Cuando Carlos Micó, muy emocionado, me dijo que el semanario Los aliados debía de considerar como terminada su misión, asentí con tristeza a sus palabras, porque, efectivamente, la guerra ha concluido con el triunfo absoluto, indiscutible, de las naciones de la «Entente», que, por mar y por tierra y por el aire, han derrotado a la imperialista Alemania y a sus aliadas Austria-Hungría, Turquía y Bulgaria.
Aunque otra cosa se empeñe en demostrar Armando Guerra, el genio militar de Foch y el heroísmo de los ejércitos colocados bajo su mando dieron al traste con la pesada maquina guerrera de los germanos, cuyos avances, cuando no se debieron a la sorpresa o a la traición, costaron ríos de sangre y montañas de cadáveres.
Los aliados no tienen enemigo que combatir, y como el soldado moderno que vuelve al taller, a la explotación agrícola, a la oficina, de donde le sacara el deber de defender a su patria en peligro, nuestro semanario se retira porque ya no hay avanzadas en las cuales vigilar al adversario para reñir con él los primeros encuentros y dar tiempo para que, fuerzas mejor preparadas y más formidables, le asesten el golpe definitivo.
Los aliados necesitan el fragor de la lucha, el cuerpo a cuerpo, la luz del mediodía, si es para dar la cara, y si transigió algún momento con la sombra de la noche, fue para vigilar al espía, para sorprender traiciones.
Lo que desde luego no admite es el cobarde y macabro papel de los chacales y de los cuervos.
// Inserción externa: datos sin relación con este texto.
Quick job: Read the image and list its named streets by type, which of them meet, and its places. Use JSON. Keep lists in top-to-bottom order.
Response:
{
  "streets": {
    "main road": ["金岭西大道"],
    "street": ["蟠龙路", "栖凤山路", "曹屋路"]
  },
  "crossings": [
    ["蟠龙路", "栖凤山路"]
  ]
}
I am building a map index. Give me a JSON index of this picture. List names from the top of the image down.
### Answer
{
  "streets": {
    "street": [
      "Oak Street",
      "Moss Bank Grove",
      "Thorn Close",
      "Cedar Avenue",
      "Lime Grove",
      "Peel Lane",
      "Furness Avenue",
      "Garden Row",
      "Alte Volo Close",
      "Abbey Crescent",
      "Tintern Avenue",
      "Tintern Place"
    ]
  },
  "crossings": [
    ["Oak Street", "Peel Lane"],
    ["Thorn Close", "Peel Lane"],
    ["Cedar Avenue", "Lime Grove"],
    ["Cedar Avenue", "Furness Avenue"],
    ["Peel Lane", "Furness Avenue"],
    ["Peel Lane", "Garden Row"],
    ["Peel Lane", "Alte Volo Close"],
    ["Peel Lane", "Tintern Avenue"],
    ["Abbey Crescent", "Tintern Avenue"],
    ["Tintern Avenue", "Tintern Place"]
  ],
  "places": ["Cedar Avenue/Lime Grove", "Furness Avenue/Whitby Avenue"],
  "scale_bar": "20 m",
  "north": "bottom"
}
Podemos gustar de la refriega; pero nos repugna permanecer en el campo de batalla cuando las aves de rapiña y las fieras despedazan los cuerpos de los combatientes, y algunos hombres, más sanguinarios que esas mismas fieras, se dedican al despojo.
Por eso, queremos tener un gesto de gallardía, aunque en el fondo de nuestra conciencia sigamos temerosos de que la lucha no haya finalizado y dispuestos a intervenir en ella con mayor entusiasmo, si cabe, que el demostrado hasta ahora.
Y nuestra desconfianza es el producto de la reflexión, es la resultante de observar cómo Alemania procede actualmente con la misma falacia que al provocar la guerra.
Yo estoy firmemente persuadido de que la revolución alemana es una inmensa farsa, buena sólo para engañar a los niños.
¿Cómo puede admitirse que un país sometido a un régimen tan riguroso y tiránico como el kaiserismo, al librarse de él y democratizar su política conserve en el Poder a Solf, ministro de Guillermo II, que preconizaba la necesidad de separar su patria de las demás naciones por medio de un gran desierto?
¿Cabe en cabeza humana que los revolucionarios de un país cualquiera mantengan en el Poder a clericales como Erzberger?
¿Es democratizar o desmilitarizar una nación sostener en su puesto al general Hindenburg?
¿Puede pensarse seriamente en la buena fe de Ebert y Scheidemann, o son, como a mí me parece, unos lacayos repugnantes del Kaiser?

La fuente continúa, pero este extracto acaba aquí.